== TO DO ==
Check each line of the material that follows, and copy those holding the string "read".

(DATA SECTION Opens)

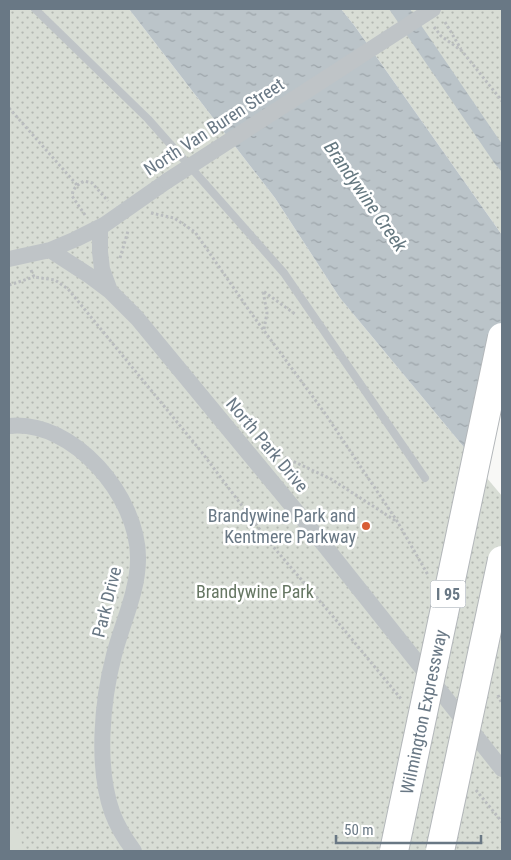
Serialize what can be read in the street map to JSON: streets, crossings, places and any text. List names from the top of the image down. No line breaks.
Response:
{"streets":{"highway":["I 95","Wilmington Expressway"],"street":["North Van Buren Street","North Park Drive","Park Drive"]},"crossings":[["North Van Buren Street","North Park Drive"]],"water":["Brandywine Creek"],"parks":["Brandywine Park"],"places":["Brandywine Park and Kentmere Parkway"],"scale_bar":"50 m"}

(DATA SECTION Closes)
(DATA SECTION Opens)

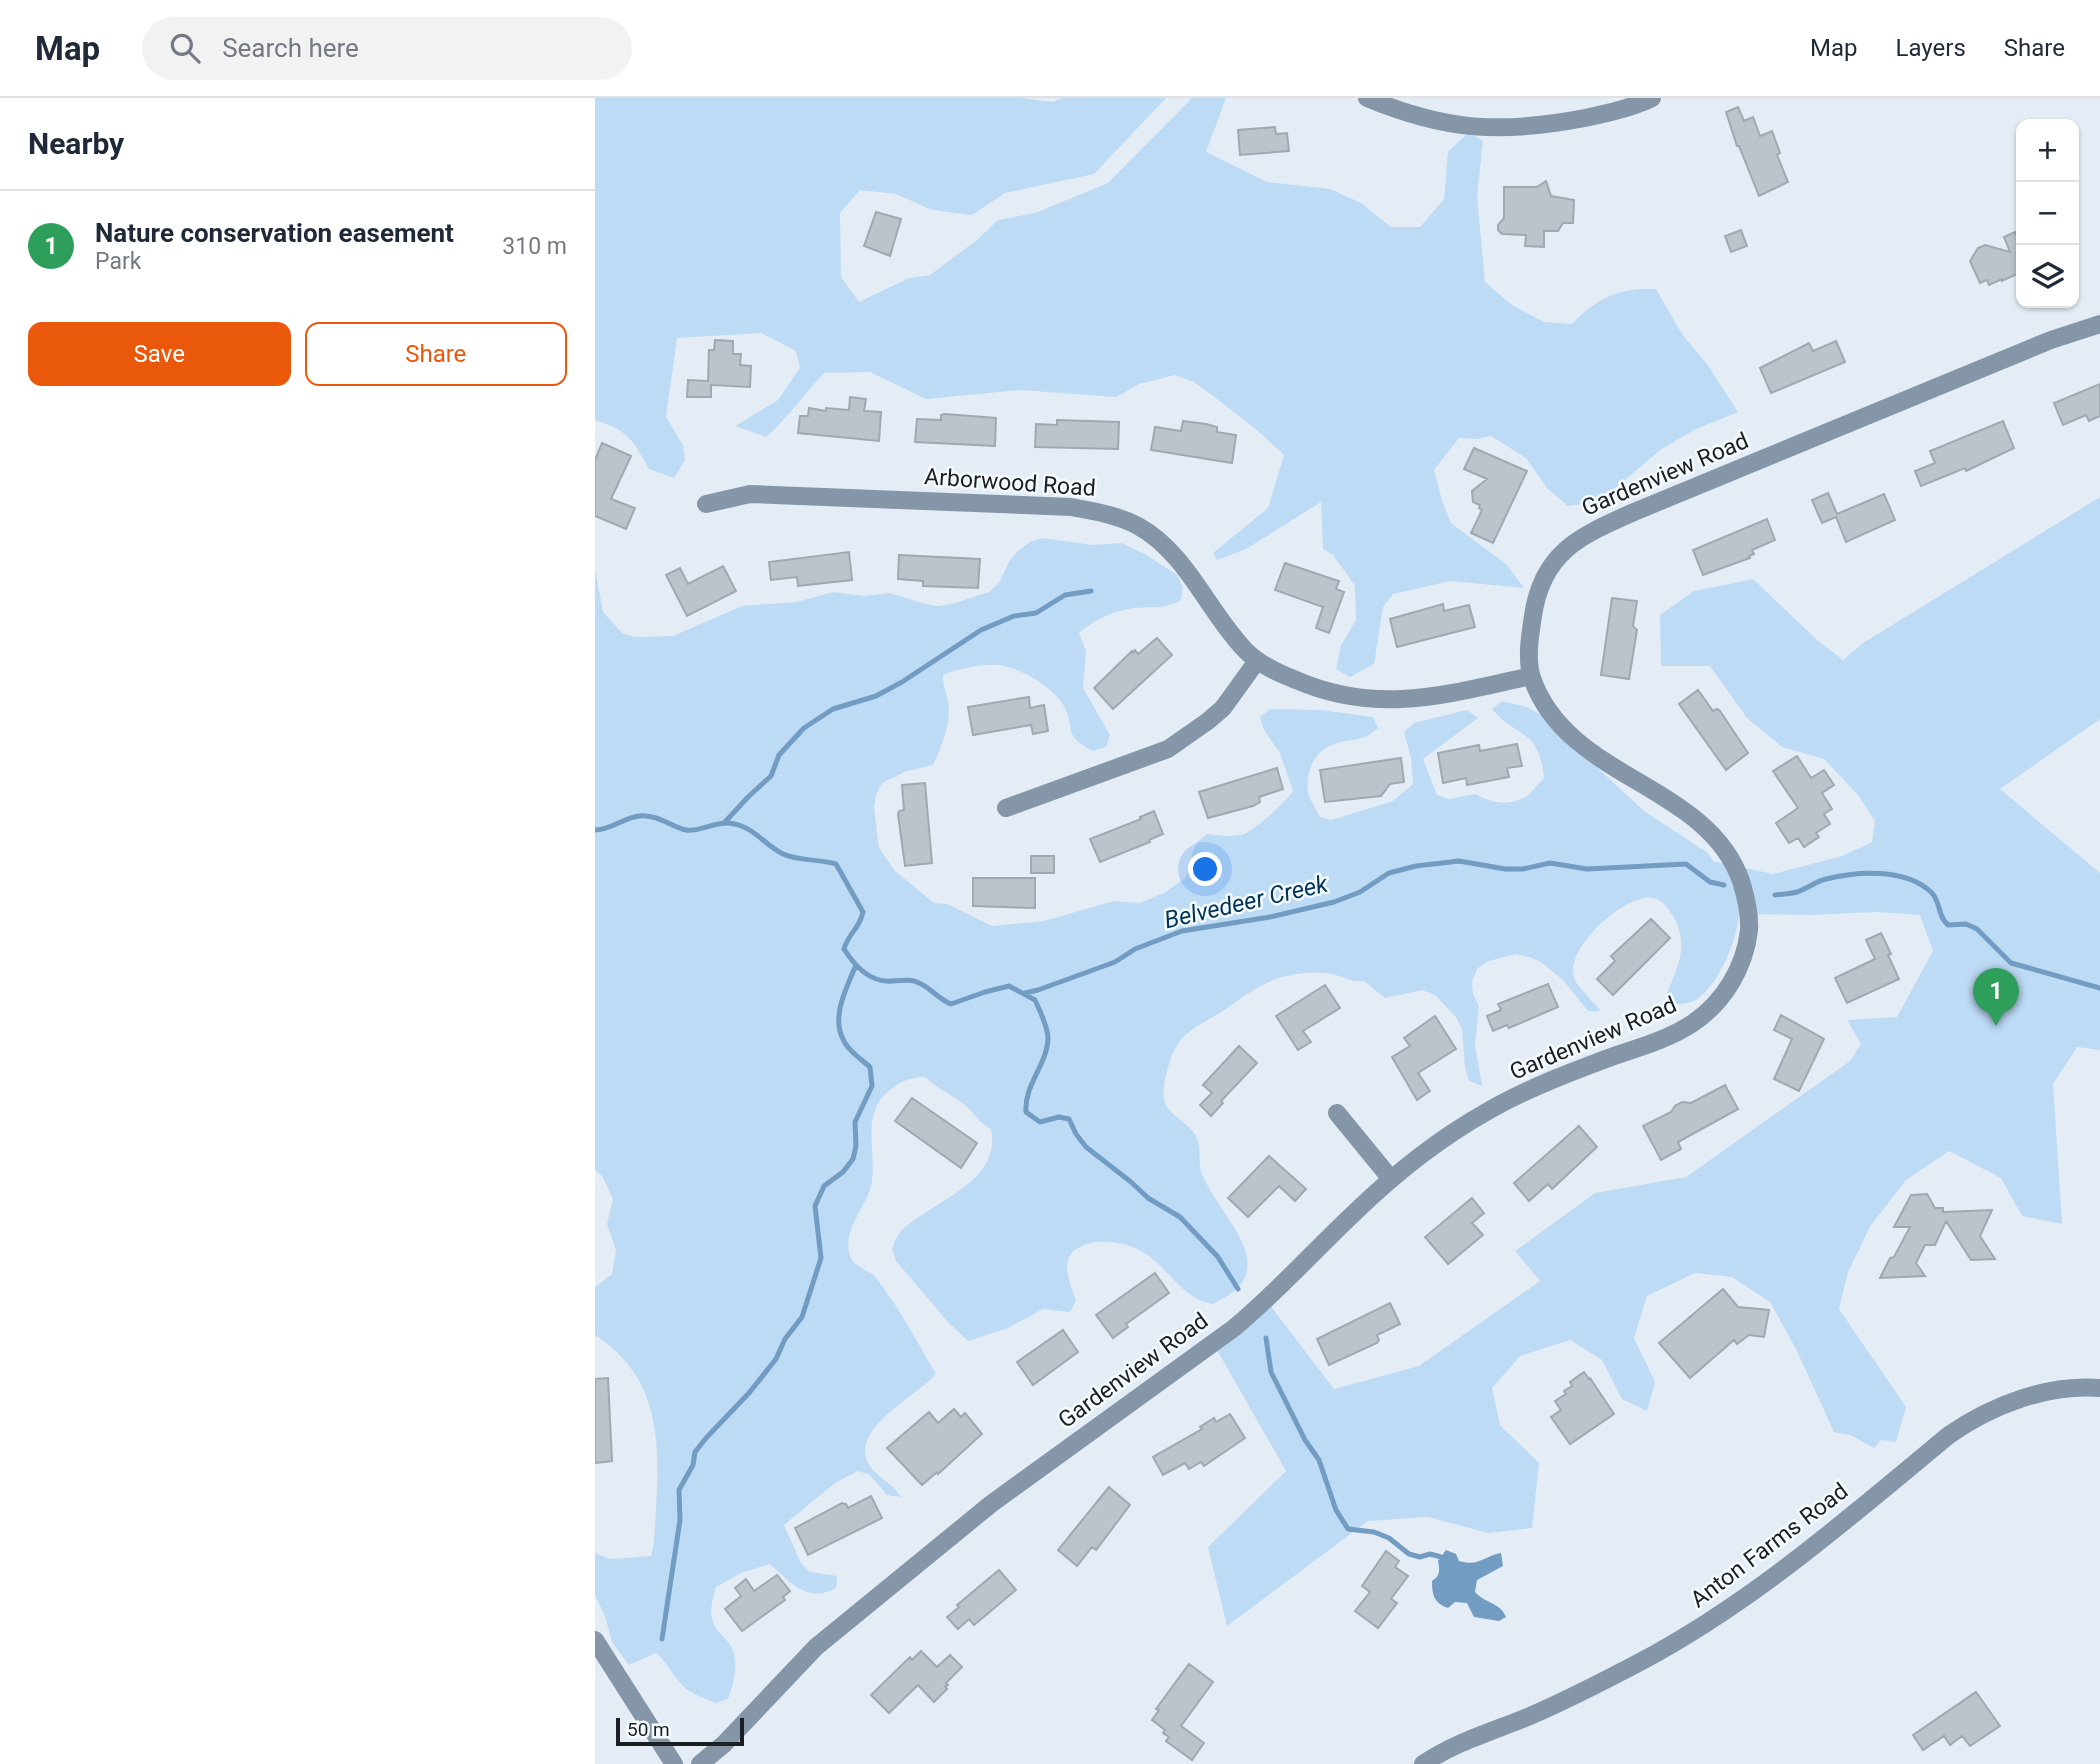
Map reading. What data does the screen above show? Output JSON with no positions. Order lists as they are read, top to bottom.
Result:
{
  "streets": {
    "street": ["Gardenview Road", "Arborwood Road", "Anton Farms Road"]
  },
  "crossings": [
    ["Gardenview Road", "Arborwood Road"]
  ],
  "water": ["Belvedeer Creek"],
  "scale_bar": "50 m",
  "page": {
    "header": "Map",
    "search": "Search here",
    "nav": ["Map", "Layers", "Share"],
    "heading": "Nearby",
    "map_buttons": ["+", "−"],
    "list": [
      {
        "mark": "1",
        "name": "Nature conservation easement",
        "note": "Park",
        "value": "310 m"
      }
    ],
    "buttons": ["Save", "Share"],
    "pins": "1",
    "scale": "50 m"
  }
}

(DATA SECTION Closes)

== ANSWER BOX ==
Serialize what can be read in the street map to JSON: streets, crossings, places and any text. List names from the top of the image down. No line breaks.
Map reading. What data does the screen above show? Output JSON with no positions. Order lists as they are read, top to bottom.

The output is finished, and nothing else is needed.